GEORGE MÜLLER (1805-1898): Sixty-two years ago I preached a poor, dry, barren sermon with no comfort to myself and, as I imagined, with no comfort to others. But a long time afterwards I heard of nineteen distinct cases of blessing resulting from that sermon.
C. H. SPURGEON (1834-1892): Frequently I have gone home groaning over a sermon which God has blessed to never-dying souls. And those very discourses which I have thought the worst of, God has blessed the most. I think we are not to be judges of how we do our work—the Master knows better than we do the success of our enterprises. Beside, dear friends, you do not expect to see fruit at once, do you? “Cast your bread upon the waters and you shall find it tomorrow,”—is that the text? If I read rightly it is, “You shall find it after many days.”—We must preach in faith believing that the Word cannot return unto our Master void.
WILLIAM GURNALL (1617-1679): The husbandman throws his seed freely, because he sows in hope.
C. H. SPURGEON: To go on tilling a thankless soil, to continue to cast bread upon the waters and to find no return has caused many a true heart to faint with inward bleeding. Yet this is full often the test of our fidelity. It is a noble thing to continue preaching, like Noah, throughout a lifetime, amid ridicule, reproach and unbelief—but it is not every man who can do so…You must take care that you have this faith.
A. W. PINK: “For thou knowest not what evil may be upon the earth,” supplies a further incentive to fidelity.

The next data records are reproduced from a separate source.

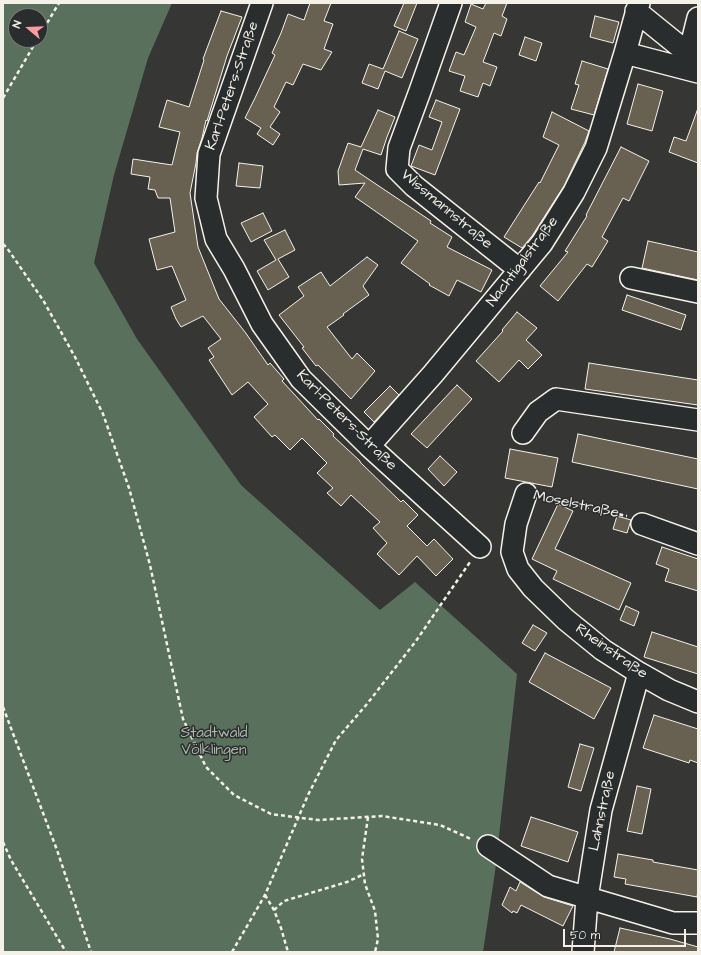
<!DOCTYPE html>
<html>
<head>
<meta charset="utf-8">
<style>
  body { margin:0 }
  #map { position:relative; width:701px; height:955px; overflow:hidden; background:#363735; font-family:"Architects Daughter",sans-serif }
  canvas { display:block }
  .frame { position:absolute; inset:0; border:4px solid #f4f1e8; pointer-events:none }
  .north { position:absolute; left:8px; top:8px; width:40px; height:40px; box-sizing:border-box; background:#2a2d2e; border:1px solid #7b7b78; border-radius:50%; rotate:289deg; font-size:11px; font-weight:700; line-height:16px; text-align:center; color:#f4f1e8 }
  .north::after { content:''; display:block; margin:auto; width:14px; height:18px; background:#ff9aa2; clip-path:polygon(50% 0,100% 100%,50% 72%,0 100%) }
  .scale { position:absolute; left:563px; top:929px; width:123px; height:18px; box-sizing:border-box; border:2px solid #f4f1e8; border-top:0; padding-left:5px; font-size:12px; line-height:14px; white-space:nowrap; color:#f4f1e8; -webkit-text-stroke:3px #2a2d2e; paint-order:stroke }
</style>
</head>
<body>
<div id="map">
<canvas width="701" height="955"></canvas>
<div class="frame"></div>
<div class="north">N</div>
<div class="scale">50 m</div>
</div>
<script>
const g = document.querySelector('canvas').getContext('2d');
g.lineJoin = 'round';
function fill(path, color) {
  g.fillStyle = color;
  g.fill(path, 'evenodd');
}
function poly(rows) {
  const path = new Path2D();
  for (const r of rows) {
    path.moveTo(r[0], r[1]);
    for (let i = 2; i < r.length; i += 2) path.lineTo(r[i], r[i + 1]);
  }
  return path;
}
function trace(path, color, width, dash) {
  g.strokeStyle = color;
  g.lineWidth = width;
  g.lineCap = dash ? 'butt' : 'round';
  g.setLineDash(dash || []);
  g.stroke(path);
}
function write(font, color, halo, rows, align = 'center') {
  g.font = font + ' "Architects Daughter",sans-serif';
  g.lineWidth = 3;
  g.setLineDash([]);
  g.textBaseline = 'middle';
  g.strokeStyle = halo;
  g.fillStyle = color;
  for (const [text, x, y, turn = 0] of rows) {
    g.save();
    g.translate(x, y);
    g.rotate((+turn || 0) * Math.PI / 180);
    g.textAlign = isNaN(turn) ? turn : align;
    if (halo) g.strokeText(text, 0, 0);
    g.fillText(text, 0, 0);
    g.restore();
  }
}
const green = poly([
  [3,3,172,3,148,58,114,175,94,263,137,339,241,485,380,610,415,582,517,674,495,872,483,952,3,952],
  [16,16,40,16,40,40,16,40]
]);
const building = poly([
  [310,3,331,3,324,21,333,24,324,49,332,52,321,70,303,64,293,85,286,82,274,107,280,112,270,127,280,134,273,145,257,134,261,128,245,118,255,98,275,55,272,53,281,33,288,14,304,20,310,3],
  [404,3,417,3,406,31,394,26,404,3],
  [486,3,507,3,502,16,507,19,501,36,494,33,483,62,497,67,490,86,483,83,478,97,460,91,465,76,449,71,456,52,464,55,476,27,465,22,471,4,483,9,486,3],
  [221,11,242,17,227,56,207,121,206,120,202,138,197,153,196,163,190,193,198,247,219,299,245,332,268,365,270,363,284,379,282,381,318,420,319,419,334,434,333,436,360,461,360,462,401,502,403,500,418,515,407,526,427,546,434,539,453,559,436,576,417,556,399,575,377,554,387,543,373,528,380,522,351,495,341,506,327,493,333,488,317,473,327,463,302,438,290,450,275,435,272,437,254,417,268,404,248,382,232,395,209,360,214,357,208,348,221,339,203,316,181,327,176,319,171,307,186,300,172,266,157,270,149,239,175,232,170,198,158,198,155,190,148,189,150,177,131,174,133,159,172,165,180,132,159,127,167,100,189,107,204,60,203,59,221,11],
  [595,16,619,22,613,43,590,37,595,16],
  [399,31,418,39,402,78,385,71,378,89,362,83,369,64,383,69,399,31],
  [525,37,542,43,536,61,519,55,525,37],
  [582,61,608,69,594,115,571,109,579,85,575,84,582,61],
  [638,84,663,91,652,131,627,124,638,84],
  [436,100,460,109,443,154,435,175,411,166,419,145,432,150,442,122,429,117,436,100],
  [378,110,395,117,387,137,381,155,363,149,355,170,431,221,430,223,452,237,447,247,492,270,481,292,457,280,449,296,429,285,430,284,401,263,418,241,355,197,365,183,339,185,338,171,348,143,361,147,378,110],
  [697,111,698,112,698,163,669,152,674,137,686,141,697,111],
  [552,112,589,131,585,142,564,186,532,236,522,248,504,237,539,182,540,183,559,145,543,137,552,112],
  [621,147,649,161,629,201,623,198,602,237,608,241,592,267,587,264,558,301,540,286,568,252,565,251,587,216,586,215,621,147],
  [239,163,263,166,260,188,236,186,239,163],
  [263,213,272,231,251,242,241,223,263,213],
  [285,230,295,250,278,259,289,277,268,290,257,271,276,260,264,240,285,230],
  [648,241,698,252,698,280,642,268,648,241],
  [367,257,378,265,363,286,369,295,343,314,344,315,327,327,352,359,357,353,375,371,351,399,318,365,316,366,302,348,304,347,279,315,304,296,298,287,321,272,330,286,367,257],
  [627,295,686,315,681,330,622,310,627,295],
  [517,312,537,328,526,340,542,355,528,369,519,360,499,382,476,361,503,331,502,330,517,312],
  [589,363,698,380,698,405,585,389,589,363],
  [457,385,472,399,427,448,411,434,457,385],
  [390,386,399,395,374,422,364,412,390,386],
  [578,434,698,459,698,489,572,462,578,434],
  [510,449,558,458,552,487,505,478,510,449],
  [440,456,457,472,444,486,428,469,440,456],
  [558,504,573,511,555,549,631,583,619,610,553,579,557,571,532,559,558,504],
  [617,516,631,520,627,533,613,529,617,516],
  [662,547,698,559,698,591,665,581,669,569,656,564,662,547],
  [626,606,639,612,634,626,620,620,626,606],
  [533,625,547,633,535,651,522,643,533,625],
  [652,632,698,647,698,674,644,657,652,632],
  [545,653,611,688,594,719,529,682,545,653],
  [654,715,698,729,698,763,690,760,689,763,643,748,654,715],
  [580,744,594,748,581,791,568,787,580,744],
  [637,786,651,789,642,834,627,831,637,786],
  [531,817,578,832,568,862,521,846,531,817],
  [618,854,653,860,653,862,698,870,698,889,697,897,625,884,626,879,614,877,618,854],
  [520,882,544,897,573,906,563,926,521,905,517,913,513,911,512,913,502,905,510,887,516,891,520,882],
  [620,928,670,939,698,947,698,952,614,952,620,928]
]);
const path = poly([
  [40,35,59,3],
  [3,98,37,40],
  [3,244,7,248,43,300,75,357,103,414,129,488,150,565,183,719,206,767,234,795,271,814,318,820,382,816,440,825,471,839],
  [544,498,627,516],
  [3,707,57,850,91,952],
  [368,817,362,859,365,884,375,911,378,939,375,952],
  [3,842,11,860,66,952],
  [265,895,274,910,281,928,288,952],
  [274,910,284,901,347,882,364,874],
  [232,952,265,895,308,795,336,740,367,704,416,641,470,562]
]);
const minor = poly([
  [262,3,209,154,206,198,216,239,234,269,262,324,301,379,369,446,480,547],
  [451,3,420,91,399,148,397,169,414,186,520,270],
  [636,11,689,54],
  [625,53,698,72],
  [698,64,689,54,698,18],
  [631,278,698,292],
  [523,433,538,412,556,399,698,420],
  [369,446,433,374,542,243,574,192,596,148,625,53,639,3],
  [526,494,516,524,512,552,518,569,533,588,565,619,603,650,639,673,669,690,698,702],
  [642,524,698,544],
  [488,846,548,886,673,923,698,923],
  [583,952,587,898,601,810,639,673]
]);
const streetNames = [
  ["Karl-Peters-Straße",233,86,-71],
  ["Wissmannstraße",446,210,40],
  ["Nachtigalstraße",523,262,-53],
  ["Karl-Peters-Straße",346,421,45],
  ["Moselstraße",576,505,12],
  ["Rheinstraße",611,652,35],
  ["Lahnstraße",603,811,-78]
];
const parkNames = [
  ["Stadtwald",214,734],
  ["Völklingen",214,751]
];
fill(green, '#58705c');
fill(building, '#686050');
trace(building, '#f4f1e8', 1);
trace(minor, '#f4f1e8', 24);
trace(path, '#f4f1e8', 2.5, [4, 3]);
trace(minor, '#2a2d2e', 21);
write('15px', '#f4f1e8', '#2a2d2e', streetNames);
write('15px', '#aeb7a9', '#2a2d2e', parkNames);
</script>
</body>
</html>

Things are indeed bad enough today—but the shrewdest is quite incapable of foreseeing how much worse they may become…Therefore it is the part of wisdom—to redeem the time and make the most of the privileges which are ours today. “Work while it is called day—for the night comes when no man can work,” John 9:4. Since we have no guarantee about the future, utilize to the full, the present.
JOHN BERRIDGE (1716-1793): I preach only at two times—in season and out of season. Such are my orders, and my Master has also said, “preach the gospel to every creature.”
MATTHEW HENRY: Let us continue our pious endeavours for the good of souls, for, though we have long laboured in vain, we may at length see the success of them. Let ministers, in the days of their seedness, sow both morning and evening; for who can tell which shall prosper?
A. W. PINK: Therefore be not slack or exclusive, but “give portions to seven, yes, to eight,” for if you prayerfully seek opportunities and carefully observe the openings which Providence makes—you will be brought into touch with hungry souls. There is many a starved sheep wandering about today who will deeply appreciate the ministrations of one of Christ’s shepherds.
C. H. SPURGEON: Remember the promises, let them come up before your mind—believe them, and go in the strength of them. “In due season we shall reap if we faint not,” Galatians 6:9; “God is not unrighteous to forget your work and labour of love,” Hebrews 6:10…But if you should not live to see it on earth, remember, you are only accountable for your labour—not for your success! Sow still, toil on! “Cast your bread upon the waters: for you shall find it after many days.” God will not allow His Word to be wasted—“it shall not return to Him void, but shall accomplish that which He pleases,” Isaiah 55:11.